Seminars

Title: Convolution surfaces for polygonal curves and planar polygones

Abstract:

In this talk we present general closed form formulae for the convolution surfaces around sets of polygonal lines and planar polygons.

Convolution is a technique used in computer graphics to generate smooth 3D volumes around a skeleton of lower dimension. One-dimensional skeletons create tubular like volumes which are well suited for modeling organic shapes. For general shapes one needs to consider 2D skeletons as well.

Convolution surfaces are defined as level set of a function obtained by integrating a kernel function along this skeleton. To allow for interactive modeling, the technique has relied on closed form formulae for integration obtained through symbolic computation software.

We consider families of kernels indexed by an integer that controls either the smoothness or the sharpness of the shape created. Generality is achieved by exhibiting the recurrence relationship for  the convolution functions generated by line segments.
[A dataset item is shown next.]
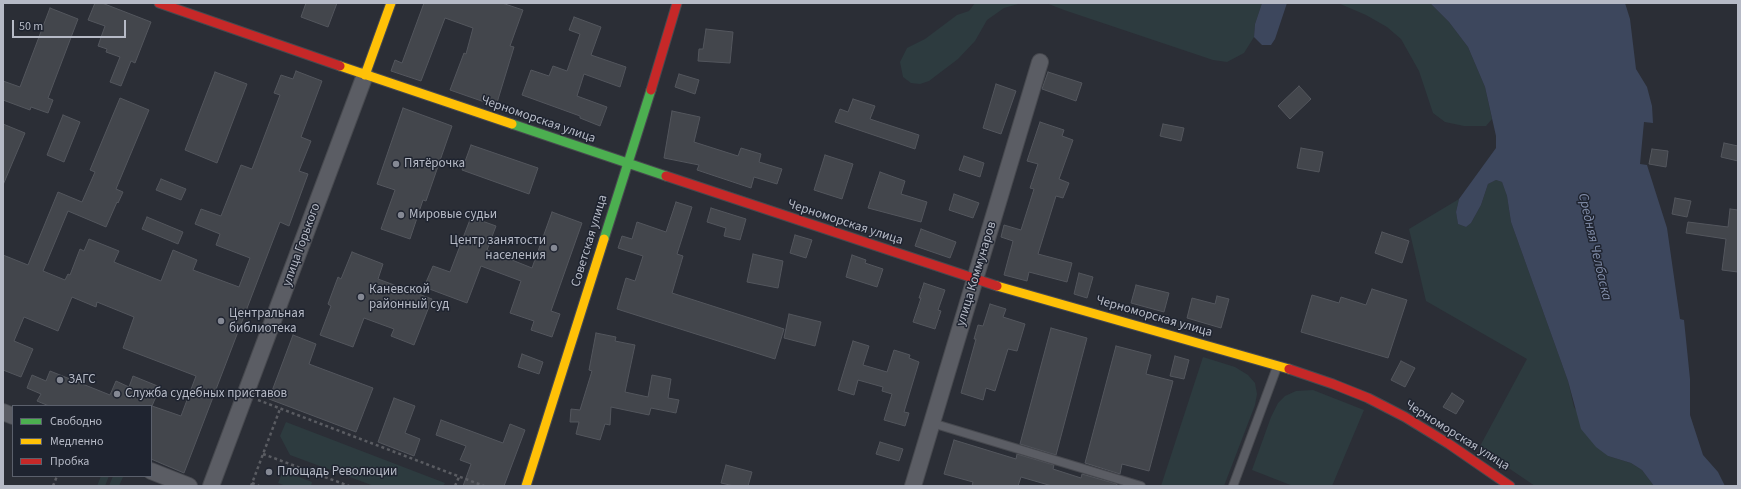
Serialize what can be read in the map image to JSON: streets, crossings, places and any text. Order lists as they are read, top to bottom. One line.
{"streets":{"street":["Черноморская улица","Советская улица","улица Горького","улица Коммунаров"]},"crossings":[["Черноморская улица","Советская улица"],["Черноморская улица","улица Горького"],["Черноморская улица","улица Коммунаров"]],"water":["Средняя Челбаска"],"places":["Пятёрочка","Мировые судьи","Центр занятости населения","Каневской районный суд","Центральная библиотека","ЗАГС","Служба судебных приставов","Площадь Революции"],"legend":["Свободно","Медленно","Пробка"],"scale_bar":"50 m"}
The convolution functions for polygons are then expressed in terms of the convolution functions generated by the bounding polygonal line by application of Green's theorem. This approach does not require prior triangulation and simplifies a great deal the geometrical computations previously needed when dealing with compact support kernels.

Part of this work is in collaboration with M-P. Cani (EPI EVASION) in the framework of the RTRA and ARC project PlantScan3D.